The Journey of 'e'
Everyone's talking about eBusiness these days and how it's changing the world. And it's true - eBusiness has enabled organizations to be borderless by seamlessly sharing information among suppliers, partners, and intermediaries. But behind all the hype, eBusiness is really a transitory business method driving the evolution of our information age economy into what will be known as the frictionless networked economy.
eBusiness is a blend of new and old business principles, technologies, and models and it too has a lifecycle of its own. The journey of 'e'. What started as Electronic Commerce, has evolved into a high growth collaborative channel for products and services with lots of opportunity and plenty of peril. Right now, eBusiness is in the middle of its expected lifecycle with business models, processes, and technologies still being formed and refined. Back in the 1990s, when the web emerged as a viable market channel to new markets and customers, it became known as the fourth distribution channel. In the late 1990s and into 2000, the focus of eBusiness shifted to electronically connecting supply chains and vendors with their trading partners.
Today, the adoption of eBusiness is considered an essential competitive strategy for taking advantage of new business opportunities and defending current positions. While an emphasis remains on cost reduction and improving efficiencies, a primary impact of eBusiness' evolution is that it is driving a continuous re-evaluation of industry structures. These re-evaluations and the resulting redefinition of processes, business structures, and value creators are causing even traditional industries to converge into new forms, integrating horizontally or vertically, or with other industries. Going forward, industry convergence is expected to build to an inflection point, ushering in the arrival of the frictionless networked economy.

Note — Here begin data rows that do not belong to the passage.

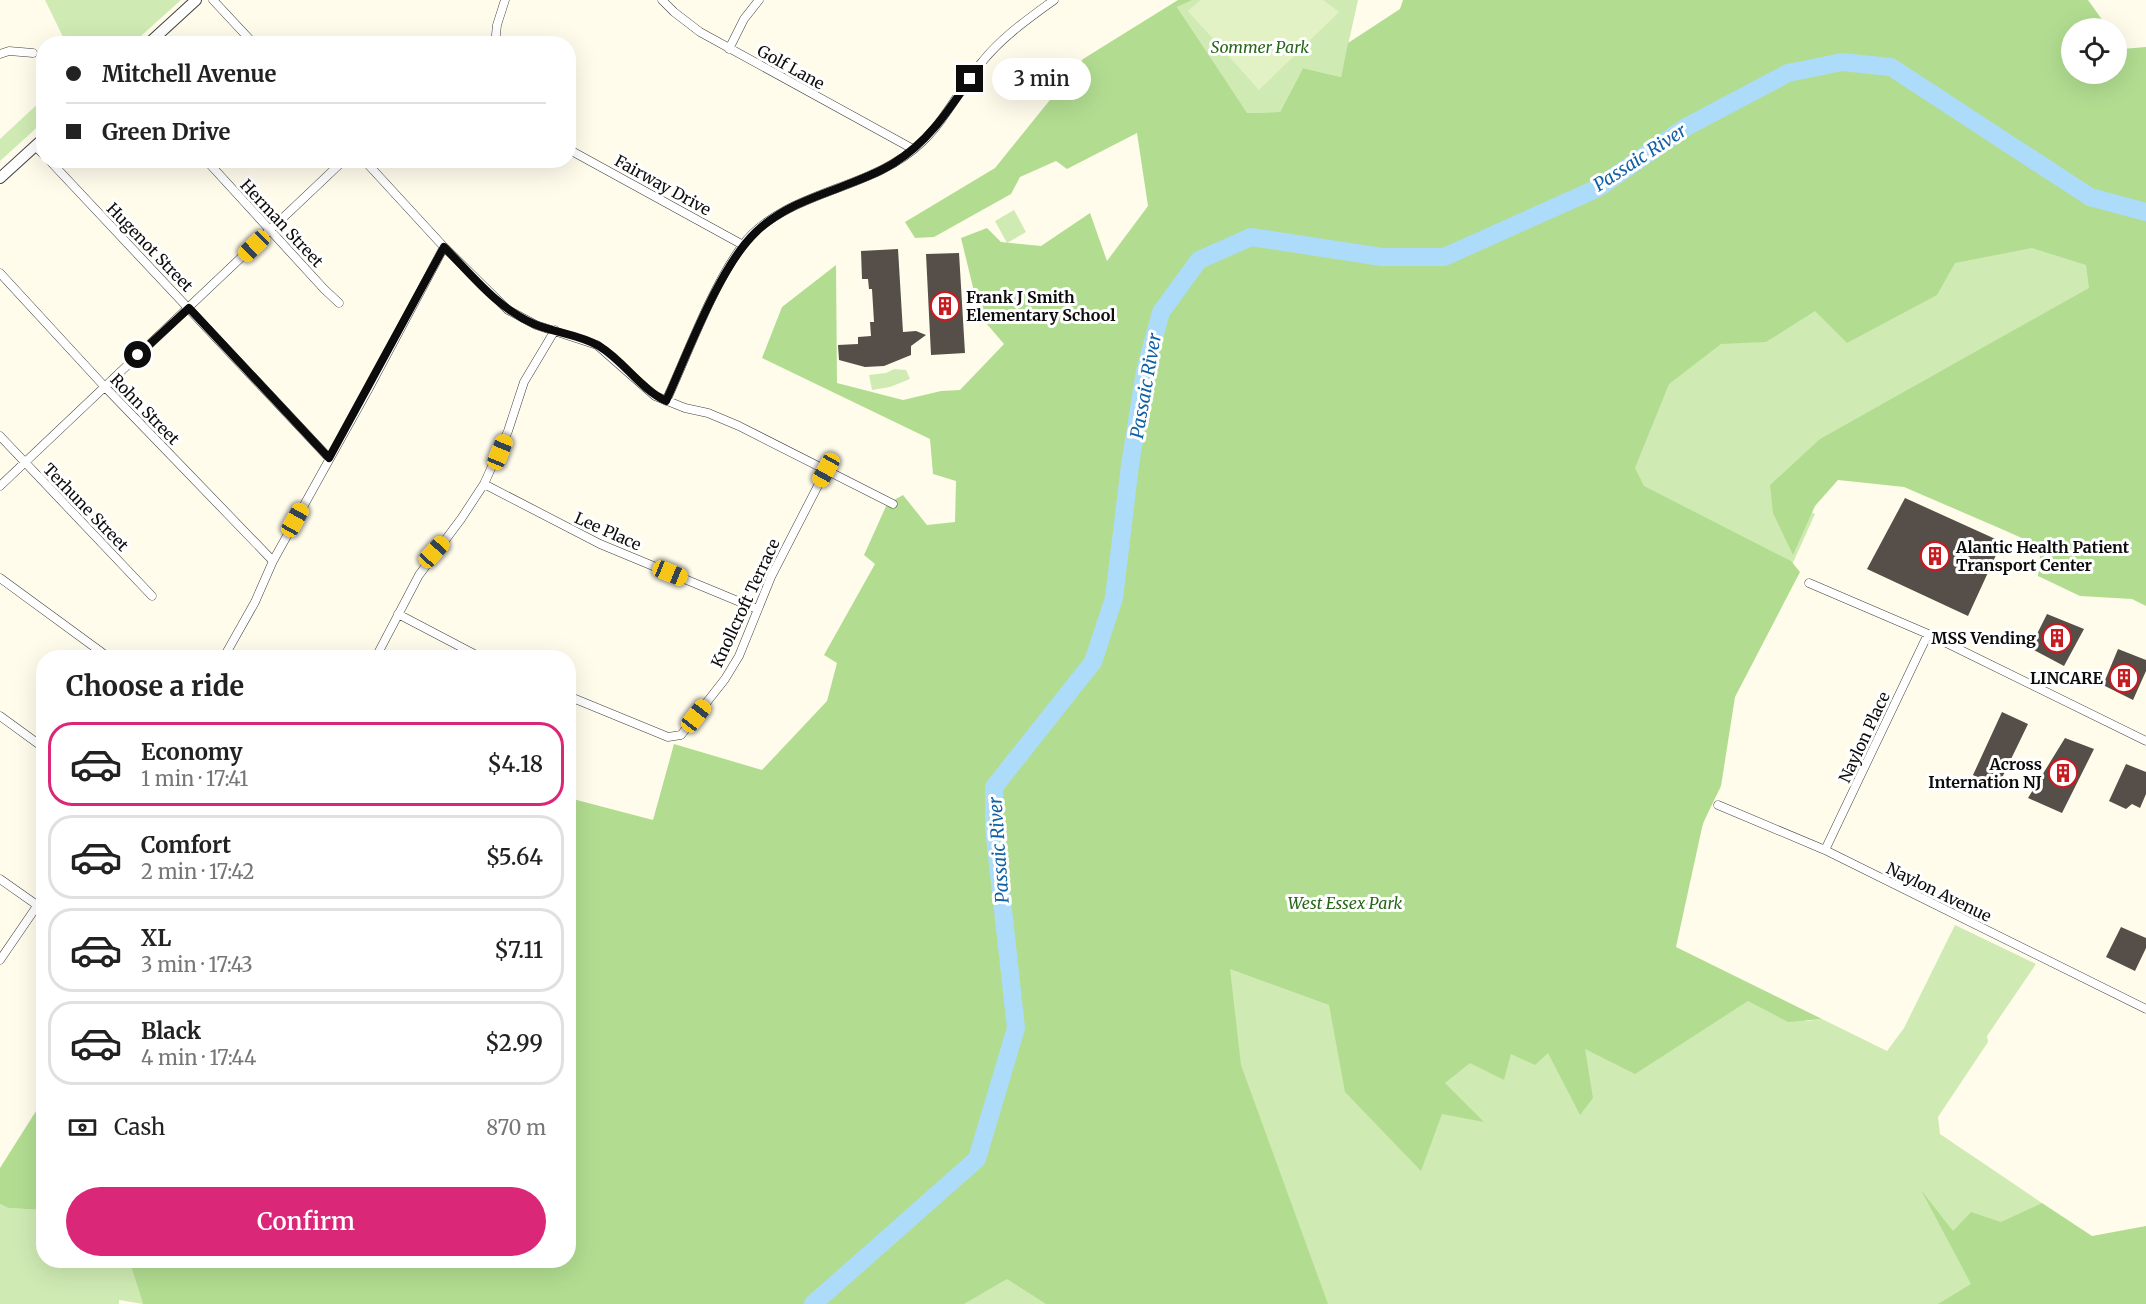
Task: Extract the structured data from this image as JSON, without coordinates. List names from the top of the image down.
{
  "streets": {
    "street": [
      "Golf Lane",
      "Fairway Drive",
      "Herman Street",
      "Hugenot Street",
      "Rohn Street",
      "Terhune Street",
      "Lee Place",
      "Knollcroft Terrace",
      "Naylon Place",
      "Naylon Avenue"
    ]
  },
  "crossings": [
    ["Lee Place", "Knollcroft Terrace"],
    ["Naylon Place", "Naylon Avenue"]
  ],
  "water": ["Passaic River"],
  "parks": ["Sommer Park", "West Essex Park"],
  "places": {
    "building": [
      "Frank J Smith Elementary School",
      "Alantic Health Patient Transport Center",
      "MSS Vending",
      "LINCARE",
      "Across Internation NJ"
    ]
  },
  "page": {
    "banner": ["Mitchell Avenue", "Green Drive"],
    "bubble": "3 min",
    "heading": "Choose a ride",
    "list": [
      {
        "name": "Economy",
        "note": "1 min · 17:41",
        "value": "$4.18"
      },
      {
        "name": "Comfort",
        "note": "2 min · 17:42",
        "value": "$5.64"
      },
      {
        "name": "XL",
        "note": "3 min · 17:43",
        "value": "$7.11"
      },
      {
        "name": "Black",
        "note": "4 min · 17:44",
        "value": "$2.99"
      }
    ],
    "pay": ["Cash", "870 m"],
    "buttons": "Confirm"
  }
}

What does this mean to your company? The most important thing you need to know about eBusiness, as a business method, is it is fundamentally about organizations changing and becoming better at catering to the unique needs of their customers as a basis for maintaining relationships. With eBusiness dramatically altering industries as companies leverage new technologies and processes to electronically connect value chains, everyone is faced with the 'rules of the game' changing. The continued adoption of extended enterprises is forcing companies to change how they run their businesses and manage information. Increasingly, the focus is on improving decision-making and risk reduction in an era of continuous business cycle compression. At the same time, business constituents are increasingly interdependent, which has in turn, fueled the rapid evolution of technology and business models we're seeing.

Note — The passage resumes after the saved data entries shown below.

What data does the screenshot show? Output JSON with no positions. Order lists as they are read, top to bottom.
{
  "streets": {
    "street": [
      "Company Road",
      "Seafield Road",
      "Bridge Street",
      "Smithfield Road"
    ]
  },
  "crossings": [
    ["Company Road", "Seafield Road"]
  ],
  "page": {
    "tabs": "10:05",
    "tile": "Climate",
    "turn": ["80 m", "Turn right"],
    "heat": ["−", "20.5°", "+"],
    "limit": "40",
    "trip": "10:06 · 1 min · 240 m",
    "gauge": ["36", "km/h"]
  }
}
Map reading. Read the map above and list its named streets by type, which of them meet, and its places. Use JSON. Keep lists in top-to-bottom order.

Looking ahead, as industries refine their business models and converge, integration of eBusiness technologies with legacy and business partners' IT systems will become paramount hurdles to overcome. This is because there is a growing realization that many of the competitive advantages sought from adopting eBusiness are stymied due to inadequate infrastructure. In response, companies are significantly investing in infrastructure - application servers, dynamic integration technology, and web services. All the while, these technologies are continuing to evolve toward distributed infrastructures, sense and respond application ecosystems, intelligent analytics and optimized applications for network centric computing. Indeed, requirements like real time processing of data across value chains in response to emerging customer opportunities will demand that companies continue to adopt new technologies and processes.
As eBusiness matures and methods are refined, the business community will come to grips with the fact that the 'e' shakeout we're seeing is a natural step in the transition to a frictionless networked economy. The challenge facing thousands of businesses is how to ride the future waves of eBusiness and pick the waves that are right for them - lest they grab a monster wave and get swept against the rocks of transition.

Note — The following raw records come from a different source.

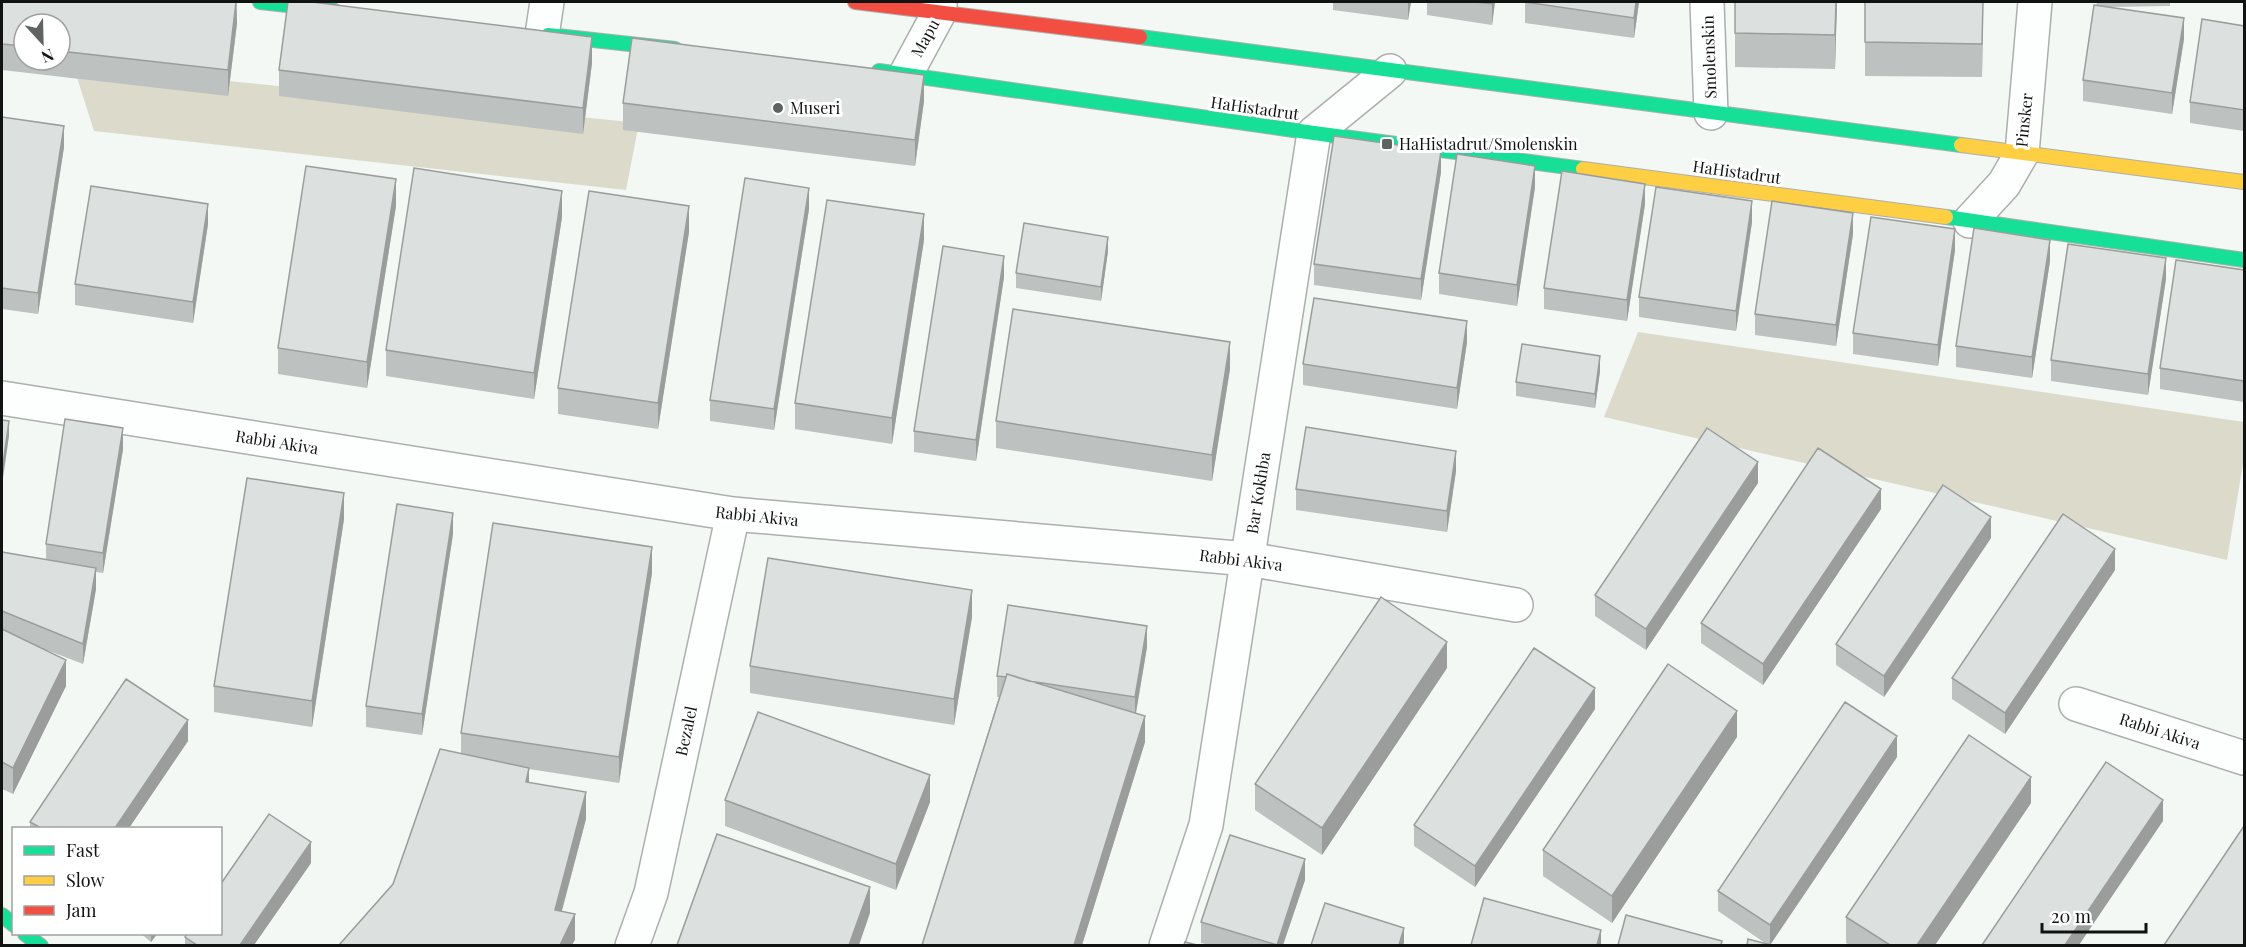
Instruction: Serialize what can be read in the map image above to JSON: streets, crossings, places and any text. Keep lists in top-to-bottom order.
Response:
{
  "streets": {
    "street": [
      "Mapu",
      "Smolenskin",
      "HaHistadrut",
      "Pinsker",
      "Rabbi Akiva",
      "Bar Kokhba",
      "Bezalel"
    ]
  },
  "crossings": [
    ["Mapu", "HaHistadrut"],
    ["HaHistadrut", "Pinsker"],
    ["HaHistadrut", "Bar Kokhba"],
    ["Rabbi Akiva", "Bar Kokhba"],
    ["Rabbi Akiva", "Bezalel"]
  ],
  "places": {
    "other": ["Museri"],
    "transit": ["HaHistadrut/Smolenskin"]
  },
  "legend": ["Fast", "Slow", "Jam"],
  "scale_bar": "20 m",
  "north": "bottom"
}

The first requirement in successfully navigating the journey of 'e' is understanding - that eBusiness is a transitory business method - with new principles under which businesses need to operate. The second is an action- driven roadmap - except that the time horizon is short and compressed. With that understanding and a focused action plan, coupled with clear insights into eBusiness' future industry trends and the company's capabilities to leverage emerging opportunities - success can be had. Lest we forget, agility, along with flexibility are required on this journey of 'e' - not just to survive the natural consolidation of maturing business models and technologies - but also to be positioned properly for the next era in the transition to the frictionless networked economy.